(Dataset entries)

- Opening Delimiter -

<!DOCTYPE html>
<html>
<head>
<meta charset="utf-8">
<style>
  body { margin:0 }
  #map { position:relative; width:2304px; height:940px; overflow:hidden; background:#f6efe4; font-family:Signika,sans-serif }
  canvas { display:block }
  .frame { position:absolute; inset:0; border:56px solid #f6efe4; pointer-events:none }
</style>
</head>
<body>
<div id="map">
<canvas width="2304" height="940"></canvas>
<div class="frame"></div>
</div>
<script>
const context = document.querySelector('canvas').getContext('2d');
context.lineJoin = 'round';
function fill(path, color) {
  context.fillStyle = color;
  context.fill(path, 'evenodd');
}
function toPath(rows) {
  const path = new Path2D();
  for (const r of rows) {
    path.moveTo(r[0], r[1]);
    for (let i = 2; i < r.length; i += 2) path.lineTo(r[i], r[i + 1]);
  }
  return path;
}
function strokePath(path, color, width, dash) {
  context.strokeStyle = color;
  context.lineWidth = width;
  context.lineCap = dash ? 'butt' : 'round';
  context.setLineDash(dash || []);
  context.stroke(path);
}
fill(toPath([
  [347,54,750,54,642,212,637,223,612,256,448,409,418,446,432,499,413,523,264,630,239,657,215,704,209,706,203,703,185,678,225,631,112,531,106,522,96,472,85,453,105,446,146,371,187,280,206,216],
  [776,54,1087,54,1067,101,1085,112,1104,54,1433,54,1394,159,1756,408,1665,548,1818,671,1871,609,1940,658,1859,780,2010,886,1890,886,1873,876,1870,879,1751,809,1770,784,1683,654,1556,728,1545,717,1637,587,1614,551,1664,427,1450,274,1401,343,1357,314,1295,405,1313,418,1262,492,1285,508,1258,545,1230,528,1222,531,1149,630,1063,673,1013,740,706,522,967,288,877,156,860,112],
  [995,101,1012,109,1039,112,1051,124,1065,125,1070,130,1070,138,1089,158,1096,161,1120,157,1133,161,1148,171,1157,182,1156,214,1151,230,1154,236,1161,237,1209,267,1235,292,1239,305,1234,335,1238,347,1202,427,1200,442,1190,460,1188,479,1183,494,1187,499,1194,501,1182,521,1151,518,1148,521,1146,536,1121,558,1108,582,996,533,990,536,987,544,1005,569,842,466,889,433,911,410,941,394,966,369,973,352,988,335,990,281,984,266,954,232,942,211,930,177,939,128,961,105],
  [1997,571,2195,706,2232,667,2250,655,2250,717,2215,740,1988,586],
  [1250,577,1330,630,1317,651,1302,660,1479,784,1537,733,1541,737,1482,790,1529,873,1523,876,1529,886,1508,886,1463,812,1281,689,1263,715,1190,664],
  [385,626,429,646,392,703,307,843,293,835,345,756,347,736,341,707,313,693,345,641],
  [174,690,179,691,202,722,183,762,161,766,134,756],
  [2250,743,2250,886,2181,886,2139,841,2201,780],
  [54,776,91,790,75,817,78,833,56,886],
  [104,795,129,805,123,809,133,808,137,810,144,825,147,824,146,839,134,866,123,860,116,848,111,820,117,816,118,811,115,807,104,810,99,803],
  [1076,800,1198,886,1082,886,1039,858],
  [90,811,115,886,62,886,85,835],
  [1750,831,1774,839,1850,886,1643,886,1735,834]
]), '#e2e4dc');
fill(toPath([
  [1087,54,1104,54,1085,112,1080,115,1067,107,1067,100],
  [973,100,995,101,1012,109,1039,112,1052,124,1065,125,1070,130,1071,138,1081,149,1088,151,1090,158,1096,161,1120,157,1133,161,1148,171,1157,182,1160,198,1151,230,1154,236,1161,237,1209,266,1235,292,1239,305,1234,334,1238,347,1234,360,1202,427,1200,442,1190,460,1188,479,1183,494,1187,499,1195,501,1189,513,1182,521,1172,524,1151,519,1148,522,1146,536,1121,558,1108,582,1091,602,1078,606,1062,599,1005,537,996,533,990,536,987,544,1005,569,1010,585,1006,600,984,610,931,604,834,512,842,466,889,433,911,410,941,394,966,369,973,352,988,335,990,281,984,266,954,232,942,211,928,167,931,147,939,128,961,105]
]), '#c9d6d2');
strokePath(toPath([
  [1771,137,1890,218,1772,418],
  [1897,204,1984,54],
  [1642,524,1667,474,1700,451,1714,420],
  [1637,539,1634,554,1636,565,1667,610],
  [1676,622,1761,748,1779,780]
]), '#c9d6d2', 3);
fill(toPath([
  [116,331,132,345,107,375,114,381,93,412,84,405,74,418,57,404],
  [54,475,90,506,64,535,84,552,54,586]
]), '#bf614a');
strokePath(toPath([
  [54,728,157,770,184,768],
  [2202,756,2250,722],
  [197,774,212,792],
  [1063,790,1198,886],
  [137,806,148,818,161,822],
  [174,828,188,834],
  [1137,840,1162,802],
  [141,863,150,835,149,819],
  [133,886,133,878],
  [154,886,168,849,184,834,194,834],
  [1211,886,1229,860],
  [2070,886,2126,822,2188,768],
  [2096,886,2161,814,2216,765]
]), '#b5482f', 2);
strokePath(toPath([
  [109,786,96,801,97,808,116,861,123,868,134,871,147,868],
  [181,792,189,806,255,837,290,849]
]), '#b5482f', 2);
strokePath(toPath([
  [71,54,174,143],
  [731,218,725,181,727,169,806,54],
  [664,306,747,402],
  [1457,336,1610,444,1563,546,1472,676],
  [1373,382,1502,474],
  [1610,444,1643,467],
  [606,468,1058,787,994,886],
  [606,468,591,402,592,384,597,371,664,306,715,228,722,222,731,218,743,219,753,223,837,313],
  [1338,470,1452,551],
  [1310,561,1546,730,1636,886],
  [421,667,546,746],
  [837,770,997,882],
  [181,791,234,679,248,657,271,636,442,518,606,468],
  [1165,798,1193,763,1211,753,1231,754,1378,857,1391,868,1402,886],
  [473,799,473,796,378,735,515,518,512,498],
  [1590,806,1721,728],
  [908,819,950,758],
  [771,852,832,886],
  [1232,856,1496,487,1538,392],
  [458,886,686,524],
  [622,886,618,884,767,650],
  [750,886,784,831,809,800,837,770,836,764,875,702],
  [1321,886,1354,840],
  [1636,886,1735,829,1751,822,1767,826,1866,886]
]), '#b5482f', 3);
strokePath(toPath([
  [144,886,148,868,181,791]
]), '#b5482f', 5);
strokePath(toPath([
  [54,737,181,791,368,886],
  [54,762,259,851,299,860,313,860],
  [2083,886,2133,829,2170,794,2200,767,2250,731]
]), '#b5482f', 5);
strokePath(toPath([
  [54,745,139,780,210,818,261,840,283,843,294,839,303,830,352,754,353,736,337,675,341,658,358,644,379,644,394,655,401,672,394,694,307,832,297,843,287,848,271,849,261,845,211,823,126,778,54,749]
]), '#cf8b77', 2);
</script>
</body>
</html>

- Closing Delimiter -

### Instructions for the task
Please return every line of the records that contains the word "canvas".

### Your response
  canvas { display:block }
<canvas width="2304" height="940"></canvas>
const context = document.querySelector('canvas').getContext('2d');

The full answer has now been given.